START STUDY MATERIAL
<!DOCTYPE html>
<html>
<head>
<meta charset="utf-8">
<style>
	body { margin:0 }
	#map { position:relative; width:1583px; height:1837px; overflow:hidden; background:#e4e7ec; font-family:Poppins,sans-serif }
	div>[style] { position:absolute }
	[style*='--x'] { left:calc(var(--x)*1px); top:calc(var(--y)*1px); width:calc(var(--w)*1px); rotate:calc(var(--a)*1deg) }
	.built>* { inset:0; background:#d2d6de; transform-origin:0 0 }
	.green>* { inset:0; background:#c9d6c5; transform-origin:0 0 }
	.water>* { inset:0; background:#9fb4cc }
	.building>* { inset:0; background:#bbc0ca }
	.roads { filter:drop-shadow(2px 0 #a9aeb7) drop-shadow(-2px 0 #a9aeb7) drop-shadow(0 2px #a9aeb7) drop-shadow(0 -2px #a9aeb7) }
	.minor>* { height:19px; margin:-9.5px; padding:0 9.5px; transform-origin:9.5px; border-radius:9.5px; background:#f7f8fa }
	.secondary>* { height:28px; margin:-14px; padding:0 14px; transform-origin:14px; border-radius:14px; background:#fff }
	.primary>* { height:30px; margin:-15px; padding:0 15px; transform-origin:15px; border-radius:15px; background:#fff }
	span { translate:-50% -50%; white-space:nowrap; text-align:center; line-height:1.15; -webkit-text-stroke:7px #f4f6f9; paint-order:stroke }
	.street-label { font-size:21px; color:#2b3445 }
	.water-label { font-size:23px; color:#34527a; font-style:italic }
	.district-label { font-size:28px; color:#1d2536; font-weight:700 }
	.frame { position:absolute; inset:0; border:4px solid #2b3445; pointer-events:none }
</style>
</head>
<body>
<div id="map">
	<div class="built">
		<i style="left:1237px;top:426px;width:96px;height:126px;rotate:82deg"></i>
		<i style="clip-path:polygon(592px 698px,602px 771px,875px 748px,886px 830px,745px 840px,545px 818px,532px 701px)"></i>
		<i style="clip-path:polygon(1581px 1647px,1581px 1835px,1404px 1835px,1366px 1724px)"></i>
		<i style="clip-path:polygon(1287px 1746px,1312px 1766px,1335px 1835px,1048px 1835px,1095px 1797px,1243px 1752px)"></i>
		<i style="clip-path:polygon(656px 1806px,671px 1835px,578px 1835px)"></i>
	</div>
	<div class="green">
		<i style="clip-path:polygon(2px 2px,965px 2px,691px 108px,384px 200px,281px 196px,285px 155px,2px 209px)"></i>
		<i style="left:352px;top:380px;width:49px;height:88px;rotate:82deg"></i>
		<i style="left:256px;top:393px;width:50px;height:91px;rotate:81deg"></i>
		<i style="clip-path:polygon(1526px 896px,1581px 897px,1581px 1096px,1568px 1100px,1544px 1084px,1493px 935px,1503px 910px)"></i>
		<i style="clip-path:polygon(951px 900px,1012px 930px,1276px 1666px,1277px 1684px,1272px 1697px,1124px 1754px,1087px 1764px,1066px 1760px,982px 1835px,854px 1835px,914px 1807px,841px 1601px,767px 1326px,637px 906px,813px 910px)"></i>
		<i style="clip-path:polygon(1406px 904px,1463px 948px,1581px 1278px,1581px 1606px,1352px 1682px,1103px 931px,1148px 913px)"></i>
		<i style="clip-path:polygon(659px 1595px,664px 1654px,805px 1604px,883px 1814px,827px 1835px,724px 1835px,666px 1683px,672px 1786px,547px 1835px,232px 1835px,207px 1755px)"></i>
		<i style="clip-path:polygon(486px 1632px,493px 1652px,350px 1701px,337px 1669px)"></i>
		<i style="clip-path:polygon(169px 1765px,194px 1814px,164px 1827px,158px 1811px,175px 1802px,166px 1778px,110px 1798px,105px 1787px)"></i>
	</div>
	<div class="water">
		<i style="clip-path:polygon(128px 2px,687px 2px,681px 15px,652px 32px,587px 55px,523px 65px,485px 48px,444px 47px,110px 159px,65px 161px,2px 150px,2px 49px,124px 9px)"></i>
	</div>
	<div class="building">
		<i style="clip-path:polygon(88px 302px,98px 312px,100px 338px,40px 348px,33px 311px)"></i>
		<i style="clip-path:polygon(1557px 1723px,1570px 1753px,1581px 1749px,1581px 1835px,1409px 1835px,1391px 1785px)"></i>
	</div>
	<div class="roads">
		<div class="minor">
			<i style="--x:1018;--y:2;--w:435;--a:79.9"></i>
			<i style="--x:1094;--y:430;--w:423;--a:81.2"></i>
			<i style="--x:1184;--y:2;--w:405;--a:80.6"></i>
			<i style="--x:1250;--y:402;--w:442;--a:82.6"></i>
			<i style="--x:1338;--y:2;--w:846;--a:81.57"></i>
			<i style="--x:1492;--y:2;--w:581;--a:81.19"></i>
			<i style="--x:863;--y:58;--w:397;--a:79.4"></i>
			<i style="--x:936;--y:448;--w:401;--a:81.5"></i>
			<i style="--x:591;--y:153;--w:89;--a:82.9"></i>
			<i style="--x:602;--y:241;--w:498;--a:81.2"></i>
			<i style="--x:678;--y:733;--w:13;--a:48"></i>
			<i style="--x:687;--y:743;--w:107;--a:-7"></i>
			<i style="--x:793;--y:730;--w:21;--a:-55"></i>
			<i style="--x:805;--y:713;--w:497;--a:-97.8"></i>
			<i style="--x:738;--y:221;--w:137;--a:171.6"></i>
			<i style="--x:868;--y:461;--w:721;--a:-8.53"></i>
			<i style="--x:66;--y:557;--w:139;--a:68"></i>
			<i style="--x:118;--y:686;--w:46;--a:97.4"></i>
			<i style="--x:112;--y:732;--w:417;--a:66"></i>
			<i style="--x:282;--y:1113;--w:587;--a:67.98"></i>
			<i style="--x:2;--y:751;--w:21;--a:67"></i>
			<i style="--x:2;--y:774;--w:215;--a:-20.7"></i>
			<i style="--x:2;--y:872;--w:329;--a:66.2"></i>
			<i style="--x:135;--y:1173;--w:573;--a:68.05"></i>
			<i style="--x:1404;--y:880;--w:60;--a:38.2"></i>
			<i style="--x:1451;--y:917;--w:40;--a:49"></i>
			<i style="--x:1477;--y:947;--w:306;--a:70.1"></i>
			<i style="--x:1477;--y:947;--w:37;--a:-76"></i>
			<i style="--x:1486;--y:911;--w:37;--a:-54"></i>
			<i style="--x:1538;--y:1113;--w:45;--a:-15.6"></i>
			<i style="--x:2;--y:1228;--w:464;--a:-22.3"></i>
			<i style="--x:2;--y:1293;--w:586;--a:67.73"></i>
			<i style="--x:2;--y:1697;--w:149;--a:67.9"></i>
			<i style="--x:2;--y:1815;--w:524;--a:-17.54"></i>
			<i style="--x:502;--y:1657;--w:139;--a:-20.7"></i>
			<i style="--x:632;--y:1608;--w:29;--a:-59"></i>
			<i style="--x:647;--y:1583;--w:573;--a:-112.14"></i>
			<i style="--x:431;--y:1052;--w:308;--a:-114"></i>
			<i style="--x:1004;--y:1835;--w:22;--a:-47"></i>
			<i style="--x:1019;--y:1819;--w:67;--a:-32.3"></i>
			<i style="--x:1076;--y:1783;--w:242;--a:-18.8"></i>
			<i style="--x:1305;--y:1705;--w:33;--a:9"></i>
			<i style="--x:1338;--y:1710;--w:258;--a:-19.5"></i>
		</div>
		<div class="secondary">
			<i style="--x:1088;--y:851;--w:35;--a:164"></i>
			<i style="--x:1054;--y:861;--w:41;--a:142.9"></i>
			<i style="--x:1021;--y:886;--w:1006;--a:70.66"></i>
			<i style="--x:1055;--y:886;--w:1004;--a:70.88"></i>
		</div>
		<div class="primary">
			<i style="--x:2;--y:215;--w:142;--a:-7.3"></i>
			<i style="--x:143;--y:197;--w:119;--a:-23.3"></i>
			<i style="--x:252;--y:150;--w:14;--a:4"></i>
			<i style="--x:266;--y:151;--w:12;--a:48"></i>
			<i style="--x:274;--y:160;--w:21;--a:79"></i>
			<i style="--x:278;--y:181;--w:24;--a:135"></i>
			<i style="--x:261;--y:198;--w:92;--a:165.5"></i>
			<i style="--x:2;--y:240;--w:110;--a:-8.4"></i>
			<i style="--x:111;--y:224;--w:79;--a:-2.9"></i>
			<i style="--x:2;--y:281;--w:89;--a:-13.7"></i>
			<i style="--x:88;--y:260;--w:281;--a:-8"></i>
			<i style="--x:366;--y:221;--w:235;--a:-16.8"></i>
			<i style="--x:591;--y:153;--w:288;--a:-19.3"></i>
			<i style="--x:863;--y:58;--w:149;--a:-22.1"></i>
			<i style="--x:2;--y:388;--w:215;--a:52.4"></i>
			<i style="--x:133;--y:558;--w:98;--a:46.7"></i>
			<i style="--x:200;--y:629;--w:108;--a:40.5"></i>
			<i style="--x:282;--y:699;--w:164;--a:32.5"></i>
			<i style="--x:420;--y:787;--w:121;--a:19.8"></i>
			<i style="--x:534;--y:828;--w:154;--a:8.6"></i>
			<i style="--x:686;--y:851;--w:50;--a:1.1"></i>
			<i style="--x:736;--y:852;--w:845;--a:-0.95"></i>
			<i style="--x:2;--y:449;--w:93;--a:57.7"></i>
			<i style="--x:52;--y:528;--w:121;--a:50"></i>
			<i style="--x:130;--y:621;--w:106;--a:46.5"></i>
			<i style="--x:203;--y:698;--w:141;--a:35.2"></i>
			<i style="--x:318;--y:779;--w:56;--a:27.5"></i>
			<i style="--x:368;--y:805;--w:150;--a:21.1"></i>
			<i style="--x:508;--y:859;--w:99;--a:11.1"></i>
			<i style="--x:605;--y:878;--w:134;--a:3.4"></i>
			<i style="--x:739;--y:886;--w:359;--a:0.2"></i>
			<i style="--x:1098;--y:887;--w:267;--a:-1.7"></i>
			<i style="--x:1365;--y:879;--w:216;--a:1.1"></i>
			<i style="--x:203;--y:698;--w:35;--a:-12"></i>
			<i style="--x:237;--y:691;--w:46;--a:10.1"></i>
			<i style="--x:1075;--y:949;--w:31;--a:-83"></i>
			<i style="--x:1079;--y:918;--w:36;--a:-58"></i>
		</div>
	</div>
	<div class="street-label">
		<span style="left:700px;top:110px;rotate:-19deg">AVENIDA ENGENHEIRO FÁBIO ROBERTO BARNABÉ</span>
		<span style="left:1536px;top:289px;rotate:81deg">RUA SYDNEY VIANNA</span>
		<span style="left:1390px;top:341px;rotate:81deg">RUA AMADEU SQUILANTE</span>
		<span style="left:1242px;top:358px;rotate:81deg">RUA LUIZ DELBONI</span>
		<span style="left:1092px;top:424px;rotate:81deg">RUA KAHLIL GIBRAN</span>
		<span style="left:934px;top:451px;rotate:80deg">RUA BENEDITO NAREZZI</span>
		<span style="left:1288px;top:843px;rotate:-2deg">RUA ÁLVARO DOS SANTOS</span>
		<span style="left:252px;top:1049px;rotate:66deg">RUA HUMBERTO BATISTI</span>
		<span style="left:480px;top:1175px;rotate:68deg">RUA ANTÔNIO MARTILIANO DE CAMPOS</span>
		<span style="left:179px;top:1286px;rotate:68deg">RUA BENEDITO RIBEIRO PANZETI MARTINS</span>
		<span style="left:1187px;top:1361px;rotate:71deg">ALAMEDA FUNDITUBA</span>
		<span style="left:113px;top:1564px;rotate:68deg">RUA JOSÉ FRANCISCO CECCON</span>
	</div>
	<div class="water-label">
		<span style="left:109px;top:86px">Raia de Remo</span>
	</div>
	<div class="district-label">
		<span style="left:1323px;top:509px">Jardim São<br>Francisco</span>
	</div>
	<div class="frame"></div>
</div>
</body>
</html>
END STUDY MATERIAL
EXERCISE
If a line of the records includes the string "green", copy it out.

WRITTEN SOLUTION
	.green>* { inset:0; background:#c9d6c5; transform-origin:0 0 }
	<div class="green">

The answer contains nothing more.